One of our Redis servers crashes frequently

GoogleCodeExporter commented 8 years ago

What version of Redis you are using, in what kind of Operating System?
Redis versions: 2.2.1/2.2.2/2.2.4 
System: Red Hat Enterprise Linux Server release 5.5

What is the problem you are experiencing?
We have dozens of Redis in 3 servers. 
Every service is robust, except one crashes frequently.
We have tested 2.2.1/2.2.2/2.2.4, none solves this problem.

What steps will reproduce the problem?
Not very clearly.
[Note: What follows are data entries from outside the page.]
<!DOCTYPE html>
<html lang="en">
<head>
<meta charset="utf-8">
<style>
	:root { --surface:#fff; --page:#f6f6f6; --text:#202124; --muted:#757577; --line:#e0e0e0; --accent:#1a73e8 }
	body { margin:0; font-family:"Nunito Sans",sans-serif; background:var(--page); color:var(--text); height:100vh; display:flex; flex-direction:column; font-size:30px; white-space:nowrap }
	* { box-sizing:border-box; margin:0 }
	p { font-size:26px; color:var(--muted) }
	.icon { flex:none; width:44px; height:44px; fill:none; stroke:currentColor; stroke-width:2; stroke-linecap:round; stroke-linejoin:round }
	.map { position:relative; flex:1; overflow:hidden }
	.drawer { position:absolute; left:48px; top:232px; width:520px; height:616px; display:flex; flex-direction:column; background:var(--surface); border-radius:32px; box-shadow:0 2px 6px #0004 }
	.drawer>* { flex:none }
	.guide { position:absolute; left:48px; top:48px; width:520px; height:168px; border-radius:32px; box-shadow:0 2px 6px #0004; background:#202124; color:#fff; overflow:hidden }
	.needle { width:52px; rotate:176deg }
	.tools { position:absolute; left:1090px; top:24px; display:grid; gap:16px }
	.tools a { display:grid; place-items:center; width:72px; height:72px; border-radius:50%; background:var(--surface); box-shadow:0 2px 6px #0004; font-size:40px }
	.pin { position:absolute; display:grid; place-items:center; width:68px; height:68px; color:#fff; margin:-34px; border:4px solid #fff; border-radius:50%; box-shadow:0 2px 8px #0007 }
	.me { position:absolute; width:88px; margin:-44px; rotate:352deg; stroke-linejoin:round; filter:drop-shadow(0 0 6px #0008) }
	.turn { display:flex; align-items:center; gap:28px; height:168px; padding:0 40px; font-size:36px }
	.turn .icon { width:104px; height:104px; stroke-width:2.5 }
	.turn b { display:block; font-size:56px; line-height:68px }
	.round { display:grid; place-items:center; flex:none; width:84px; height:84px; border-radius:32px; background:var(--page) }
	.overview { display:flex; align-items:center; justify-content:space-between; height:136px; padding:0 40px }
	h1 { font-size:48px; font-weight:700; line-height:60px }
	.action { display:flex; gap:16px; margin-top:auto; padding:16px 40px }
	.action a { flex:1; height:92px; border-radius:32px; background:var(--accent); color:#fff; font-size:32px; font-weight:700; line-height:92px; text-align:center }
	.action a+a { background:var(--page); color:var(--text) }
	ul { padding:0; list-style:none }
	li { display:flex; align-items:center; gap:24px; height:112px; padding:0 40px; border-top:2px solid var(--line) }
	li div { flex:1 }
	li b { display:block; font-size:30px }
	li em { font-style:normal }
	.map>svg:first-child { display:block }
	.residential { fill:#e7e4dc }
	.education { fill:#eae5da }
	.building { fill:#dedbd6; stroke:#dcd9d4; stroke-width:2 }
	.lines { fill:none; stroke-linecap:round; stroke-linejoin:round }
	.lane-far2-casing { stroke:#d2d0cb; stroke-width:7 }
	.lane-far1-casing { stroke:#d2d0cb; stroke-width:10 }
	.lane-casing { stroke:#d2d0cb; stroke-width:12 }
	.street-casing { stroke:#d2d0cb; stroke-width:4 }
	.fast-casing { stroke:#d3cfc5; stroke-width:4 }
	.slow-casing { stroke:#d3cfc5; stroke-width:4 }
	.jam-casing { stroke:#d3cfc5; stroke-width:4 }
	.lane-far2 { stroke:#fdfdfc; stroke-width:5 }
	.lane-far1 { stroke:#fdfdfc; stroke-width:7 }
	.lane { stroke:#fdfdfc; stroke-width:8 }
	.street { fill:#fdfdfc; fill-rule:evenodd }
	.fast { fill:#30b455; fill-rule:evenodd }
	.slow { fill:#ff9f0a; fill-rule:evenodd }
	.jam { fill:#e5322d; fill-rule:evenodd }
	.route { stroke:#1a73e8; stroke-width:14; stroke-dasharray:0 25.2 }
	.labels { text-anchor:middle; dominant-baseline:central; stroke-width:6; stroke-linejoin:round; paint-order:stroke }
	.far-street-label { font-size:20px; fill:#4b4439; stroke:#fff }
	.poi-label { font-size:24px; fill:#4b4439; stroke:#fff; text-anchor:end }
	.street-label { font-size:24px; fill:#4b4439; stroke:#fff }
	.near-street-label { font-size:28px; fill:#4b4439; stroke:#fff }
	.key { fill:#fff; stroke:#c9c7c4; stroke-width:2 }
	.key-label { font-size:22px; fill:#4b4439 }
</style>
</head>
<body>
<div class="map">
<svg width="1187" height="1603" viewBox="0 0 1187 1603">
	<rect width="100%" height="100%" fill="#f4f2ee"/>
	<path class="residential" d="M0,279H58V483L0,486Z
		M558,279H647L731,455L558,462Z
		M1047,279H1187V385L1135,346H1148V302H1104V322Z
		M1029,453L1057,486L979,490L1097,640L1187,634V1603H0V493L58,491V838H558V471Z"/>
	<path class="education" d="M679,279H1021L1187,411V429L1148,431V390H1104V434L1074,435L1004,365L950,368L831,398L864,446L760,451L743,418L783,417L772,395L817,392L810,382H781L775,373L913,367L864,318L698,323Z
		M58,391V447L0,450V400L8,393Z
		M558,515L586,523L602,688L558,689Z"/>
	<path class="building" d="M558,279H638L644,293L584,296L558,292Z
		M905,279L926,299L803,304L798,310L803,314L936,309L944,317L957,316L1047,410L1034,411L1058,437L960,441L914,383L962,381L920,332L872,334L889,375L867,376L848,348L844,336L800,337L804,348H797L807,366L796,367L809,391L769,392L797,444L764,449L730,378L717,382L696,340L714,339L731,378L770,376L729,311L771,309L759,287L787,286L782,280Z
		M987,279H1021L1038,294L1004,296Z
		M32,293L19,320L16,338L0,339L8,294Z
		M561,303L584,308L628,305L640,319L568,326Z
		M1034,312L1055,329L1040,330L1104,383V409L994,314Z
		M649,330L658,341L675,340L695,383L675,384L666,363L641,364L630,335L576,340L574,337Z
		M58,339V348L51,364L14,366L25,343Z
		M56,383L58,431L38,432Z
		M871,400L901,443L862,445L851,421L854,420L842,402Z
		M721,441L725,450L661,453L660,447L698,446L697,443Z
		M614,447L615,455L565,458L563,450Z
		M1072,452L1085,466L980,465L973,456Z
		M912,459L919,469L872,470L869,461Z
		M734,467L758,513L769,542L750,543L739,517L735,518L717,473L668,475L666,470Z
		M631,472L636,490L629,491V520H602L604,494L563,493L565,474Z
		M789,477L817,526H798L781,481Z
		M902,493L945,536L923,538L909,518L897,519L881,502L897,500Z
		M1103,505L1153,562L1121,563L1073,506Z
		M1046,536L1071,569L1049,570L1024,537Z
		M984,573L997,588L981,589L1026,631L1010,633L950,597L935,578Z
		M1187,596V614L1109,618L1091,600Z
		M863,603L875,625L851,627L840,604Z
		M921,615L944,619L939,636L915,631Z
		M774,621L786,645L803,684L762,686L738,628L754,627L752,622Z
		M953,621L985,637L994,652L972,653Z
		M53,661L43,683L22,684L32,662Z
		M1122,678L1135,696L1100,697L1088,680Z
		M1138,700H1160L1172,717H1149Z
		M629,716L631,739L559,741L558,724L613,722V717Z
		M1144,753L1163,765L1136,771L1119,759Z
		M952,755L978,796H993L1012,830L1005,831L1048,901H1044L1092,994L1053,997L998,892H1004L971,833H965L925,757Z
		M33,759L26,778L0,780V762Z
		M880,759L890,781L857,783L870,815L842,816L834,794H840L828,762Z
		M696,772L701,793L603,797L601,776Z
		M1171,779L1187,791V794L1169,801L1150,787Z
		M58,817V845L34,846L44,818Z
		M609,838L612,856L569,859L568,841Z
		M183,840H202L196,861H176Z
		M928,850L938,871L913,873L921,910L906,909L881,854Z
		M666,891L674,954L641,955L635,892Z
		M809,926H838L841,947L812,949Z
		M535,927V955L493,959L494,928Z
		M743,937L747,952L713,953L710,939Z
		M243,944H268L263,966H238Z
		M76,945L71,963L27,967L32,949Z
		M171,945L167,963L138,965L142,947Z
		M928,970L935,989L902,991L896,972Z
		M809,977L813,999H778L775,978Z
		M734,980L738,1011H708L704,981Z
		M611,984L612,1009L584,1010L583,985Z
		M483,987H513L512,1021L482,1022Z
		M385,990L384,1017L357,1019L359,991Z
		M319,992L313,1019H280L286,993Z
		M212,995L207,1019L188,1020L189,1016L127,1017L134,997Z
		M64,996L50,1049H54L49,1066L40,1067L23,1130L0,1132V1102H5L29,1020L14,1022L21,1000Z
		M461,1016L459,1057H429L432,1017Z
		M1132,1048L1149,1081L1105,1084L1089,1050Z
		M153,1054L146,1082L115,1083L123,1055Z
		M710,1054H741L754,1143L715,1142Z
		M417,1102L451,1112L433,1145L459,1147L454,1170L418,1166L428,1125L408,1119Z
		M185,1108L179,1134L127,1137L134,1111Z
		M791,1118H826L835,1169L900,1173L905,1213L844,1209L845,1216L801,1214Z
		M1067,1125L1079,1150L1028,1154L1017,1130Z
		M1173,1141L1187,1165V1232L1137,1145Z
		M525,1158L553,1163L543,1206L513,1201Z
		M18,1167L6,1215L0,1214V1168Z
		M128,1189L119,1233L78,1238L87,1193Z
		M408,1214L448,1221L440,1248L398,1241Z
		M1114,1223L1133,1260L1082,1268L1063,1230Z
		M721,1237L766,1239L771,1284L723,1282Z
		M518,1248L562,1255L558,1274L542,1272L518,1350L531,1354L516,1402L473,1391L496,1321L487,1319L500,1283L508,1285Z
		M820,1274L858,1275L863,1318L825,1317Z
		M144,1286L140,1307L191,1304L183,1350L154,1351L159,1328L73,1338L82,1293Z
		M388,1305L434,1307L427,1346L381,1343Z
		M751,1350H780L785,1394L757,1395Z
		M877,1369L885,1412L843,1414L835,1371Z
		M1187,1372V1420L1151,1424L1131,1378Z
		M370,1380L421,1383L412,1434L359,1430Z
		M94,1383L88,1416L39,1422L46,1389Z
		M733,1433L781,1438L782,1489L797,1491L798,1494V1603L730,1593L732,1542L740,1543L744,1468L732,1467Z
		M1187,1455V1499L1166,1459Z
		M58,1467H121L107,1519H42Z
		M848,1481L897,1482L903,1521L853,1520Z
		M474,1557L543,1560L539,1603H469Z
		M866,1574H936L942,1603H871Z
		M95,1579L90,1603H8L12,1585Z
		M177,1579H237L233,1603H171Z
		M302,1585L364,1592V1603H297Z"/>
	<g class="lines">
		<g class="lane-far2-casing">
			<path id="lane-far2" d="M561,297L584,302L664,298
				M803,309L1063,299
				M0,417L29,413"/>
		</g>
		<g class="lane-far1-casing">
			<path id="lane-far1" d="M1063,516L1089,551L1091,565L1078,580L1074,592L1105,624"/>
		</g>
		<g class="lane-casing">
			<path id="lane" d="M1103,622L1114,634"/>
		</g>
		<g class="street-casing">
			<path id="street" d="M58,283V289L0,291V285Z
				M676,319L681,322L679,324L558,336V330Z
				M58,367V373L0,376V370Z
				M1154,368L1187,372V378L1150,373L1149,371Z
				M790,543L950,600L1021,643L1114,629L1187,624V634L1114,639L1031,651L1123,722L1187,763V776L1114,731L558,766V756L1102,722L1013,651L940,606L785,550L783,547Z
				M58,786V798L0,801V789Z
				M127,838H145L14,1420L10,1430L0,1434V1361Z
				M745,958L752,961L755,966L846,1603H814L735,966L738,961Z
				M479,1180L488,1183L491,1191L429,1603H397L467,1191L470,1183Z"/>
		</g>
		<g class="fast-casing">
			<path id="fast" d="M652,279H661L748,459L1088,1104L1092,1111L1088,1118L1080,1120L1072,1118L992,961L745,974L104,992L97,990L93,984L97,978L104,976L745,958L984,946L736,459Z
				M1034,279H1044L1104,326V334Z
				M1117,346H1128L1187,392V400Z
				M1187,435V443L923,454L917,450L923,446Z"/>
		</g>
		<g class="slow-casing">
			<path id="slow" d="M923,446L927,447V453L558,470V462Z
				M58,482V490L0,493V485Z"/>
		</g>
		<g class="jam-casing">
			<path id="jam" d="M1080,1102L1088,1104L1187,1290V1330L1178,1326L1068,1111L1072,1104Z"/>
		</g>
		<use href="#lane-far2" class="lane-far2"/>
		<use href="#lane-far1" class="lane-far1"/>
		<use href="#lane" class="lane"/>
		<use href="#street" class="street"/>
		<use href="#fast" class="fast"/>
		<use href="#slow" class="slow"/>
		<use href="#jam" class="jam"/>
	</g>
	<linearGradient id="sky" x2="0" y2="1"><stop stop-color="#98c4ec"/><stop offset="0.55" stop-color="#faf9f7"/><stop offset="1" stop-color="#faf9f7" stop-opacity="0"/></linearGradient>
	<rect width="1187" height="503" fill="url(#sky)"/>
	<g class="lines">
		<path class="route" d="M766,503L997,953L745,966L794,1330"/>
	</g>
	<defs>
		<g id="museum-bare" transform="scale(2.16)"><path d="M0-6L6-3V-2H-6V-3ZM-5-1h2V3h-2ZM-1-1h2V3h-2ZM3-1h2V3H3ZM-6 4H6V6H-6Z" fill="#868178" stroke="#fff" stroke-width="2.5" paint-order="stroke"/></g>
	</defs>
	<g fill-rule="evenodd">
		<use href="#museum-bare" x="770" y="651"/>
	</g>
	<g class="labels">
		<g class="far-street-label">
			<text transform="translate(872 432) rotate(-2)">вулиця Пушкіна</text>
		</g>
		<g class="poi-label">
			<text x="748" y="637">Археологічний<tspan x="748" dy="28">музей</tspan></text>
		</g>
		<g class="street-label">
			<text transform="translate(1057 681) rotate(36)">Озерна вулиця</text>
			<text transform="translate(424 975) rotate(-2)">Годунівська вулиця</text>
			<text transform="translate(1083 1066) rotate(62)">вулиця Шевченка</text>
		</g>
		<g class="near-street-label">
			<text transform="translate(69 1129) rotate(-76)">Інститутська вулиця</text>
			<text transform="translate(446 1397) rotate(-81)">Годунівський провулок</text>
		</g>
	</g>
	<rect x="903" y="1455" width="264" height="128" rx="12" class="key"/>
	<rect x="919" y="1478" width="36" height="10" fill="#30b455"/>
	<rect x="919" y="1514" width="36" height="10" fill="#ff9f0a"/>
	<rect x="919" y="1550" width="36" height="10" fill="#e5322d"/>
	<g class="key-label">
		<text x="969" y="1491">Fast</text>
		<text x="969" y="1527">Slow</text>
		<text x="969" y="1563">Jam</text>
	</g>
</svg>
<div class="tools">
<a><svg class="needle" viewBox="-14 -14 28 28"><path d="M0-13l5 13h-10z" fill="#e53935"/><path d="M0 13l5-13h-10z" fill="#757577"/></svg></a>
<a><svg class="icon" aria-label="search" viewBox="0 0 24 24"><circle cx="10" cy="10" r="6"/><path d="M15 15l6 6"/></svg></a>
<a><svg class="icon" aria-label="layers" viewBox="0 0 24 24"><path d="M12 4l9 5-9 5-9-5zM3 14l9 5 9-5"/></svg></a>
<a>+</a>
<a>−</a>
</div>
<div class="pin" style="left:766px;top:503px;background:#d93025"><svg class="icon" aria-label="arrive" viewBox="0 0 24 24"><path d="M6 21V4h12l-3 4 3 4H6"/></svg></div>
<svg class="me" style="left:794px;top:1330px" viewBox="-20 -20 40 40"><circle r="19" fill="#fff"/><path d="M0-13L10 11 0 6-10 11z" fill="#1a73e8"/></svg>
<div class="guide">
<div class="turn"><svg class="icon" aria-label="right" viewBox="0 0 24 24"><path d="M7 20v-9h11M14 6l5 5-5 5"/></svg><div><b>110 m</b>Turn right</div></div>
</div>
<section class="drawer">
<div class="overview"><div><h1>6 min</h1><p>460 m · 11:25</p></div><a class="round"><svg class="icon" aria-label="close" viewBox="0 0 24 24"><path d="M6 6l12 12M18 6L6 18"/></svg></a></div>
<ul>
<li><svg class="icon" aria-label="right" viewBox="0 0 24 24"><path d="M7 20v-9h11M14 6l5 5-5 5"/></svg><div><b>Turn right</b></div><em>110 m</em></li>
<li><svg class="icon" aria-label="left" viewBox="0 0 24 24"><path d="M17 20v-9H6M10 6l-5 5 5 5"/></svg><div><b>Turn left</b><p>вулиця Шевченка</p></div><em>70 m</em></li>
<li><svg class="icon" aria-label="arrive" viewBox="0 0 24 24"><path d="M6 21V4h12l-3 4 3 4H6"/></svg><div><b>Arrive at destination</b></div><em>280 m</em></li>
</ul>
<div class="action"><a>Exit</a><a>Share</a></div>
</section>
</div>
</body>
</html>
It seems to crash randomly. 

Do you have an INFO output? Please past it here.

If it is a crash, can you please paste the stack trace that you can find in
the log file or on standard output? This is really useful for us!
[25846] 01 May 20:46:48 # ======= Ooops! Redis 2.2.4 got signal: -11- =======
[25846] 01 May 20:46:48 # redis_version:2.2.4
redis_git_sha1:00000000
redis_git_dirty:0
arch_bits:64
multiplexing_api:epoll
process_id:25846
uptime_in_seconds:775965
uptime_in_days:8
lru_clock:401976
used_cpu_sys:12823.11
used_cpu_user:9897.50
used_cpu_sys_childrens:0.00
used_cpu_user_childrens:0.00
connected_clients:12
connected_slaves:0
client_longest_output_list:1
client_biggest_input_buf:0
blocked_clients:0
used_memory:3046435192
used_memory_human:2.84G
used_memory_rss:3699609600
mem_fragmentation_ratio:1.21
use_tcmalloc:0
loading:0
aof_enabled:0
changes_since_last_save:98054217
bgsave_in_progress:0
last_save_time:1303478043
total_connections_received:28092933
total_commands_processed:1684214170
expired_keys:278925
evicted_keys:0
keyspace_hits:1674902439
keyspace_misses:7533554
hash_max_zipmap_entries:512
hash_max_zipmap_value:512
pubsub_channels:0
pubsub_patterns:0
vm_enabled:0
role:master
allocation_stats:2=6449197,6=139,7=79,8=4322558,9=614635210,10=657357700,
[25846] 01 May 20:46:48 # /home/redis3/bin/redis-server(ziplistNext+0x1d) 
[0x4141cd]
[25846] 01 May 20:46:48 # /home/redis3/bin/redis-server(ziplistNext+0x1d) 
[0x4141cd]
[25846] 01 May 20:46:48 # /home/redis3/bin/redis-server(listTypeNext+0xa0) 
[0x41da20]
[25846] 01 May 20:46:48 # /home/redis3/bin/redis-server(listTypeConvert+0x66) 
[0x41dad6]
[25846] 01 May 20:46:48 # /home/redis3/bin/redis-server(listTypePush+0xea) 
[0x41e03a]
[25846] 01 May 20:46:48 # 
/home/redis3/bin/redis-server(pushGenericCommand+0xac) [0x41e83c]
[25846] 01 May 20:46:48 # /home/redis3/bin/redis-server(call+0x23) [0x40db13]
[25846] 01 May 20:46:48 # /home/redis3/bin/redis-server(processCommand+0x202) 
[0x40ddc2]
[25846] 01 May 20:46:48 # 
/home/redis3/bin/redis-server(processInputBuffer+0x54) [0x415f14]
[25846] 01 May 20:46:48 # 
/home/redis3/bin/redis-server(readQueryFromClient+0x6b) [0x415fdb]
[25846] 01 May 20:46:48 # /home/redis3/bin/redis-server(aeProcessEvents+0x173) 
[0x40aa83]
[25846] 01 May 20:46:48 # /home/redis3/bin/redis-server(aeMain+0x2e) [0x40ac9e]
[25846] 01 May 20:46:48 # /home/redis3/bin/redis-server(main+0xed) [0x40f84d]
[25846] 01 May 20:46:48 # /lib64/libc.so.6(__libc_start_main+0xf4) 
[0x3789e1d994]
[25846] 01 May 20:46:48 # /home/redis3/bin/redis-server [0x40a079]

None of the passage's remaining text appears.